◆ **Problem**
Please show all lines of the records that include "rows".

(Stored items)
+++++

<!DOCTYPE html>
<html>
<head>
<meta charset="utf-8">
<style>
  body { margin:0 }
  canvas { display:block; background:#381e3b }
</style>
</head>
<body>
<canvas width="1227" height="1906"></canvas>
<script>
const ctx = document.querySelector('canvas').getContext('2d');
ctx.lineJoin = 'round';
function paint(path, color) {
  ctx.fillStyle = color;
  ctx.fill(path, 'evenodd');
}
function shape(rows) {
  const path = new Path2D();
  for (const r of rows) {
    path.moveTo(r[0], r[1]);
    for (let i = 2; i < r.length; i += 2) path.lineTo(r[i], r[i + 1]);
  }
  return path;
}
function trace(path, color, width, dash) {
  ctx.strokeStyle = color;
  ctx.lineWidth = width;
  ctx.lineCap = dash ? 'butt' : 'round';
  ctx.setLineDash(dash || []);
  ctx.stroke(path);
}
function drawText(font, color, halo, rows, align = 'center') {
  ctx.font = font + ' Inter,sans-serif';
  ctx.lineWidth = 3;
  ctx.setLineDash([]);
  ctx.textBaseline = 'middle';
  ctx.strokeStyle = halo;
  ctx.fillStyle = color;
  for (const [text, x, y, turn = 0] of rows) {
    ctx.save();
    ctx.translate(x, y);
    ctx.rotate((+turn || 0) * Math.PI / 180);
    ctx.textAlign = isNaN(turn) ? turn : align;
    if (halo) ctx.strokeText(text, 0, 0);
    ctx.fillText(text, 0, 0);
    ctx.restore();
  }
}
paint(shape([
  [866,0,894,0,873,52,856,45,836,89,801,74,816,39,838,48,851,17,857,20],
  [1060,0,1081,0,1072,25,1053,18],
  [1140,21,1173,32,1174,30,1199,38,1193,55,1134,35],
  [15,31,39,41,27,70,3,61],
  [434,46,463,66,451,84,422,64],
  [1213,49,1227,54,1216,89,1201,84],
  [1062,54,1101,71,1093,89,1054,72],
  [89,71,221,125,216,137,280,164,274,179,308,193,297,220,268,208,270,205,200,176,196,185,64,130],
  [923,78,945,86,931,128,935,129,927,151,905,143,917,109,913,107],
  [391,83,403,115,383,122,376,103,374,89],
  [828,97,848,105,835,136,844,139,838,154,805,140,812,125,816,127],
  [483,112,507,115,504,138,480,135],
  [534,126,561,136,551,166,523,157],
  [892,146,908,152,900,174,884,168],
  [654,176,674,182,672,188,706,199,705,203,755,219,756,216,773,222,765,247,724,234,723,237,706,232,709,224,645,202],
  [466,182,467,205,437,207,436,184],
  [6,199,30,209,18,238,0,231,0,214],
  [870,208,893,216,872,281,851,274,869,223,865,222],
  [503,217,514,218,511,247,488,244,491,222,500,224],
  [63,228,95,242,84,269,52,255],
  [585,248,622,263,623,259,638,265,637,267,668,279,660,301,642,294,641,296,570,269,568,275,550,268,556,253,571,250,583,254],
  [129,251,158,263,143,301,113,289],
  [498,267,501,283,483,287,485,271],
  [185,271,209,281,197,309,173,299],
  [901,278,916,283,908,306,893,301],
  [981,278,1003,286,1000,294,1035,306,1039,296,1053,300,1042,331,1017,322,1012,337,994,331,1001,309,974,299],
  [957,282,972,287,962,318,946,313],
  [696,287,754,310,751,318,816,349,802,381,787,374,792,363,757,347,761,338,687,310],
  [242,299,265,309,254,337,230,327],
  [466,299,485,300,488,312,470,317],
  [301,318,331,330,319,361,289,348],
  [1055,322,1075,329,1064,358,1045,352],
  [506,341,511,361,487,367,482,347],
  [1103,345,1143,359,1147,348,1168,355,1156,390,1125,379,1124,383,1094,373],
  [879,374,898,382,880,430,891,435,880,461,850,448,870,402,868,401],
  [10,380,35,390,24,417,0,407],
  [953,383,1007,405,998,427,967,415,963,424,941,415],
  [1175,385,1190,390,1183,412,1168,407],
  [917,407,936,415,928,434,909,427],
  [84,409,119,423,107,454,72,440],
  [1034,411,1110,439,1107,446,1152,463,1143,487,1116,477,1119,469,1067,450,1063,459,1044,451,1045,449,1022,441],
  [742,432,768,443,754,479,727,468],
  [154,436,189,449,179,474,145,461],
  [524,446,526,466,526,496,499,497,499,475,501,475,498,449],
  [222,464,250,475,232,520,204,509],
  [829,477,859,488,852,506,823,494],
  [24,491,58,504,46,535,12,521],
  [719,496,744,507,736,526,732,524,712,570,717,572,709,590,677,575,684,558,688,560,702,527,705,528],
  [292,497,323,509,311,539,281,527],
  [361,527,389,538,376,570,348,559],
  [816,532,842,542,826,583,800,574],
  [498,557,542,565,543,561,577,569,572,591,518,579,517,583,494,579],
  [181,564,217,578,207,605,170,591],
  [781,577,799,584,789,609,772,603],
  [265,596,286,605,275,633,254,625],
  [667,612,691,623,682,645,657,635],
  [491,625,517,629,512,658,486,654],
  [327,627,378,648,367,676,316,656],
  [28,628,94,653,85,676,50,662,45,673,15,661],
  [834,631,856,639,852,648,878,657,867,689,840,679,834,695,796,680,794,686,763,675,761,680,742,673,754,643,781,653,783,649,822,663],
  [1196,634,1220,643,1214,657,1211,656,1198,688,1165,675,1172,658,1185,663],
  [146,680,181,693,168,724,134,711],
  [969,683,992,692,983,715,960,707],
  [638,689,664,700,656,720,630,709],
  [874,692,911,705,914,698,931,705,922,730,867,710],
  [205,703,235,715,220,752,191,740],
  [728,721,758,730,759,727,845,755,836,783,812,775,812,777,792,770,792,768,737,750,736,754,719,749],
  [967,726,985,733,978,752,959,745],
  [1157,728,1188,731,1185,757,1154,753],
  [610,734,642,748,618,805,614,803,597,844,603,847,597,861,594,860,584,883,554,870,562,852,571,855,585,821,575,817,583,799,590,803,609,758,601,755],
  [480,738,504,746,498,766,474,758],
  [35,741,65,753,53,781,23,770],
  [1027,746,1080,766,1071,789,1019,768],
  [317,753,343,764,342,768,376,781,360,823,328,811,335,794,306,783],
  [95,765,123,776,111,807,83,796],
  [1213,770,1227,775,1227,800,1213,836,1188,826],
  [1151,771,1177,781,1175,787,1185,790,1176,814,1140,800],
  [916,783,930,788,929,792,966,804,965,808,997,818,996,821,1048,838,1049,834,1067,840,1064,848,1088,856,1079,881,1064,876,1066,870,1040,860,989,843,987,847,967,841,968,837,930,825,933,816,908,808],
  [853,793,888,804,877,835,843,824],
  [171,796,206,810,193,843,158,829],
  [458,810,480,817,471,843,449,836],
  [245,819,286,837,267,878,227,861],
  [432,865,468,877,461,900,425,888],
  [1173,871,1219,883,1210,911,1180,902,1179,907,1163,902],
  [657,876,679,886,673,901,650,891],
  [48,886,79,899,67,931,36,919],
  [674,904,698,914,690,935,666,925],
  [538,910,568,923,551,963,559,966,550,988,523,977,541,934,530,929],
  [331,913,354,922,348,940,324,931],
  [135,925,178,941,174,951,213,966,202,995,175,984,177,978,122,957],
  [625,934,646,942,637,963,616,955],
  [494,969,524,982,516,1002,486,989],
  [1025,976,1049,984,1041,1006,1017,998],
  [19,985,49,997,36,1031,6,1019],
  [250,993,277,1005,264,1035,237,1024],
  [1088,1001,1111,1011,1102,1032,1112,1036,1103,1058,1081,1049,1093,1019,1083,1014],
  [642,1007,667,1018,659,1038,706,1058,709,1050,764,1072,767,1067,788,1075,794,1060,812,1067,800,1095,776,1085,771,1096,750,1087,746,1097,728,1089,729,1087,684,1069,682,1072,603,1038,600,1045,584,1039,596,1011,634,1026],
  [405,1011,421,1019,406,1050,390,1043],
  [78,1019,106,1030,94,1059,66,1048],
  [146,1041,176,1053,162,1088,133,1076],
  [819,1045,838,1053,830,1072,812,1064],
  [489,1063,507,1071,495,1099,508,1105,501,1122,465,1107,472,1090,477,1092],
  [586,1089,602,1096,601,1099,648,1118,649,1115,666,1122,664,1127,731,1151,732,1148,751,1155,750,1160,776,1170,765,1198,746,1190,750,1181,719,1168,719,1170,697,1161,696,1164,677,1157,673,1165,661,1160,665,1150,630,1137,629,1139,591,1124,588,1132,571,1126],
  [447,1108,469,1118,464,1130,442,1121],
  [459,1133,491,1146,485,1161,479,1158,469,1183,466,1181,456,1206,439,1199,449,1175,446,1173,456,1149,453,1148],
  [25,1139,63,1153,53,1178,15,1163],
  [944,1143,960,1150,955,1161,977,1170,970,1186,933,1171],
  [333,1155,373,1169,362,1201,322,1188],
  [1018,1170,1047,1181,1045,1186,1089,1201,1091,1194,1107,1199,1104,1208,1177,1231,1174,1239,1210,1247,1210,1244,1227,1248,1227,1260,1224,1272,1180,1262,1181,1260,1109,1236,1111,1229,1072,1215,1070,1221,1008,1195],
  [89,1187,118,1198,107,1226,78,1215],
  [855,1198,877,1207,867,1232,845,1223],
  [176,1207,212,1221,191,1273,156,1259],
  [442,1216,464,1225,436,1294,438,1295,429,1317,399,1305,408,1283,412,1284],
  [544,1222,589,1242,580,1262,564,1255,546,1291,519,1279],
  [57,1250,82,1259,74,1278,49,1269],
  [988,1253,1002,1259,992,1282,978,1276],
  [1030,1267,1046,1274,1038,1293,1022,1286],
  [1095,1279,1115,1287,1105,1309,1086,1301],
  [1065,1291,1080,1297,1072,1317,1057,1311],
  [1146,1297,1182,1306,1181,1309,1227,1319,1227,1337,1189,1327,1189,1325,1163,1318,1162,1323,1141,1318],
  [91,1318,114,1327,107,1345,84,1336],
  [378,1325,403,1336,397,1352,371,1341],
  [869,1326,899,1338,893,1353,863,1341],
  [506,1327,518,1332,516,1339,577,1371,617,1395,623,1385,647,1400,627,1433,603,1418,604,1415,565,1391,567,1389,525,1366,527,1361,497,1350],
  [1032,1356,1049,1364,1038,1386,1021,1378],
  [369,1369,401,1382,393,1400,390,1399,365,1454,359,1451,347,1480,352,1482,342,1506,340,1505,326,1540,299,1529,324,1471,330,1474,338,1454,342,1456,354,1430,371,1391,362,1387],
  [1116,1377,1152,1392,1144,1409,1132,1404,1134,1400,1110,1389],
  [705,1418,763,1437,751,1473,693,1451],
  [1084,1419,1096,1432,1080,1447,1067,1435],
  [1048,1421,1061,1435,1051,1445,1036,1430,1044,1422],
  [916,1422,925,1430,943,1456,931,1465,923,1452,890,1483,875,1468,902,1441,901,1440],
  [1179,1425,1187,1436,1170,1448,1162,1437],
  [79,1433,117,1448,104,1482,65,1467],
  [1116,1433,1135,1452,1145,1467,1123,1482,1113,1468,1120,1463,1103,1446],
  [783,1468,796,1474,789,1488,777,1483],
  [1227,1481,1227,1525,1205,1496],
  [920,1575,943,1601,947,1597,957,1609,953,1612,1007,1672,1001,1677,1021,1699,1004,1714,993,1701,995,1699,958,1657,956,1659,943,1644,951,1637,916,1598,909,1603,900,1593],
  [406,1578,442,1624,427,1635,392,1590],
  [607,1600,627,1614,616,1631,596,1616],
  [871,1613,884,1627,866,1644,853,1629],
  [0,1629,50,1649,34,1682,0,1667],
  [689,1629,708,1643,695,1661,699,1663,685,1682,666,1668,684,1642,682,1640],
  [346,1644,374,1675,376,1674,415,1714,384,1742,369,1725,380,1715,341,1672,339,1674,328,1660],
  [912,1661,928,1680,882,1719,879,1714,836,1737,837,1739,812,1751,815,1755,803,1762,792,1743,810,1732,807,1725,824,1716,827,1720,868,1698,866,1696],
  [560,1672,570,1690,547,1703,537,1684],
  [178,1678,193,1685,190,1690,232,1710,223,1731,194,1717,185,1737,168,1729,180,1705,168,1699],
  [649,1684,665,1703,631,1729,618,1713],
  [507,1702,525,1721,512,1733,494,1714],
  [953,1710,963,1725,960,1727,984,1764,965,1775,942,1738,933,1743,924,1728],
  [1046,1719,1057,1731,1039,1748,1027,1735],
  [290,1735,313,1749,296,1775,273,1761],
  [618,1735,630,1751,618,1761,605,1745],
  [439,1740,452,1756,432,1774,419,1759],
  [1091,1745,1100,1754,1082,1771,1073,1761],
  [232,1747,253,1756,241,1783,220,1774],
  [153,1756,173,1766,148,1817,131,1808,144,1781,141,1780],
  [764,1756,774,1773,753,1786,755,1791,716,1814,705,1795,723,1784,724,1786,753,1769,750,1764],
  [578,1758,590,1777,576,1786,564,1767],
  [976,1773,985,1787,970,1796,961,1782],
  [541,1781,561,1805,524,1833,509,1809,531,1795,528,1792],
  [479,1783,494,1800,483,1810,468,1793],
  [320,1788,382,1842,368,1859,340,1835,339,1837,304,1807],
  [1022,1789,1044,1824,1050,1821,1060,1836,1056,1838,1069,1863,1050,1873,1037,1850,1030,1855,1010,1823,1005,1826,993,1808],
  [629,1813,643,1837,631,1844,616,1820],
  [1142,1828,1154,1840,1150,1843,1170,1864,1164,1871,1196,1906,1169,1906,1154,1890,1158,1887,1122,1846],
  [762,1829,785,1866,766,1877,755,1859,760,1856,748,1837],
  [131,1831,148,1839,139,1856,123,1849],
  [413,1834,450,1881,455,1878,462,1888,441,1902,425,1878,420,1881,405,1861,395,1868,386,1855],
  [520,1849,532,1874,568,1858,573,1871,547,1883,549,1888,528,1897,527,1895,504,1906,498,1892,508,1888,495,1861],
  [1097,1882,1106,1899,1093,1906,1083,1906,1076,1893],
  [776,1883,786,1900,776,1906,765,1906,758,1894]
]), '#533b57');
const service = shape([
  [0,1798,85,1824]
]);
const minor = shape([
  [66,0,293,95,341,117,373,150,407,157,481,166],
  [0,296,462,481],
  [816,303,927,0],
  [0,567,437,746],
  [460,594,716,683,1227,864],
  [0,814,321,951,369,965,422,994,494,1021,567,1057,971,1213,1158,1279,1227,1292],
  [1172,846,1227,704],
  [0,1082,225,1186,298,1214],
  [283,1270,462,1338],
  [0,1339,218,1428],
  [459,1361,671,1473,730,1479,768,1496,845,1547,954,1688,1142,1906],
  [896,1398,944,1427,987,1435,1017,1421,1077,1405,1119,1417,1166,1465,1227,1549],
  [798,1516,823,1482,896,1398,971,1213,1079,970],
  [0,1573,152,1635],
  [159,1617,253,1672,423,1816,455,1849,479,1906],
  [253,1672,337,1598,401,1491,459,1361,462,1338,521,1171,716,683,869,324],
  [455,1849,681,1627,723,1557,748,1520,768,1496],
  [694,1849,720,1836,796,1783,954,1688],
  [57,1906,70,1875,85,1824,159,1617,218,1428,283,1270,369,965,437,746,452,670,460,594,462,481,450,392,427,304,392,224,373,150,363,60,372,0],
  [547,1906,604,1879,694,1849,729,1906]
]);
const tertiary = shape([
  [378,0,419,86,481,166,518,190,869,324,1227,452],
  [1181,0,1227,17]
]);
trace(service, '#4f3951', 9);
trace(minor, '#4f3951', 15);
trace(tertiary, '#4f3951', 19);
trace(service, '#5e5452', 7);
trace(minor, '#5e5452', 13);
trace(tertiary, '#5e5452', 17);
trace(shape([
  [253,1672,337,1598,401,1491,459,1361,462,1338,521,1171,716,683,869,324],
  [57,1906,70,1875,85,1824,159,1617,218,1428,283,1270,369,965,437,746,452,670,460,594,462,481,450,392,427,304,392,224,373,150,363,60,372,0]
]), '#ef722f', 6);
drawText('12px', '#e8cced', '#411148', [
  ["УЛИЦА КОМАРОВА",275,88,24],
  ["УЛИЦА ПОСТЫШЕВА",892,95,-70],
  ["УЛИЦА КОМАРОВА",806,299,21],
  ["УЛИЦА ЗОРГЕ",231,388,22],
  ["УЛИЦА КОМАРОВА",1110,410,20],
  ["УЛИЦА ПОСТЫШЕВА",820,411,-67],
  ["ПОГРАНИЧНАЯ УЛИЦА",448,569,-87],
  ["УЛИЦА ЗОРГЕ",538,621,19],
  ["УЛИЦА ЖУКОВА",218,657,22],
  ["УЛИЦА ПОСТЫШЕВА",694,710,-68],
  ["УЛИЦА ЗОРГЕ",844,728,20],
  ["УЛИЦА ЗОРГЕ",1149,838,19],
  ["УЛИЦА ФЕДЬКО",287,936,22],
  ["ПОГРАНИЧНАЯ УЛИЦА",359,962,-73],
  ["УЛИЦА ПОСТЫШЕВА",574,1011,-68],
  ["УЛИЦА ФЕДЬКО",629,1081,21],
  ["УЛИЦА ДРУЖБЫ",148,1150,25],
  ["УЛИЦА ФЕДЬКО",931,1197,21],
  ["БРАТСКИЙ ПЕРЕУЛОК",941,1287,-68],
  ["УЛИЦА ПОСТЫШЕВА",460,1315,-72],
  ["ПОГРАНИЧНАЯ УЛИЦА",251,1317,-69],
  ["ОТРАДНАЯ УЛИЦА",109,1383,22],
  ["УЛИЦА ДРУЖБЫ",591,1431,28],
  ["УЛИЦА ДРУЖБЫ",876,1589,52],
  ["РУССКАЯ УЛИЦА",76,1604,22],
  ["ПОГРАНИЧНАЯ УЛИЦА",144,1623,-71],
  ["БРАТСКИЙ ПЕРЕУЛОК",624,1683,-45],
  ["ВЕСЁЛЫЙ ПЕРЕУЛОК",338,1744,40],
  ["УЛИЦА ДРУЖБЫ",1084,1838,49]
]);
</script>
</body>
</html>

+++++

◆ **Task result**
function shape(rows) {
  for (const r of rows) {
function drawText(font, color, halo, rows, align = 'center') {
  for (const [text, x, y, turn = 0] of rows) {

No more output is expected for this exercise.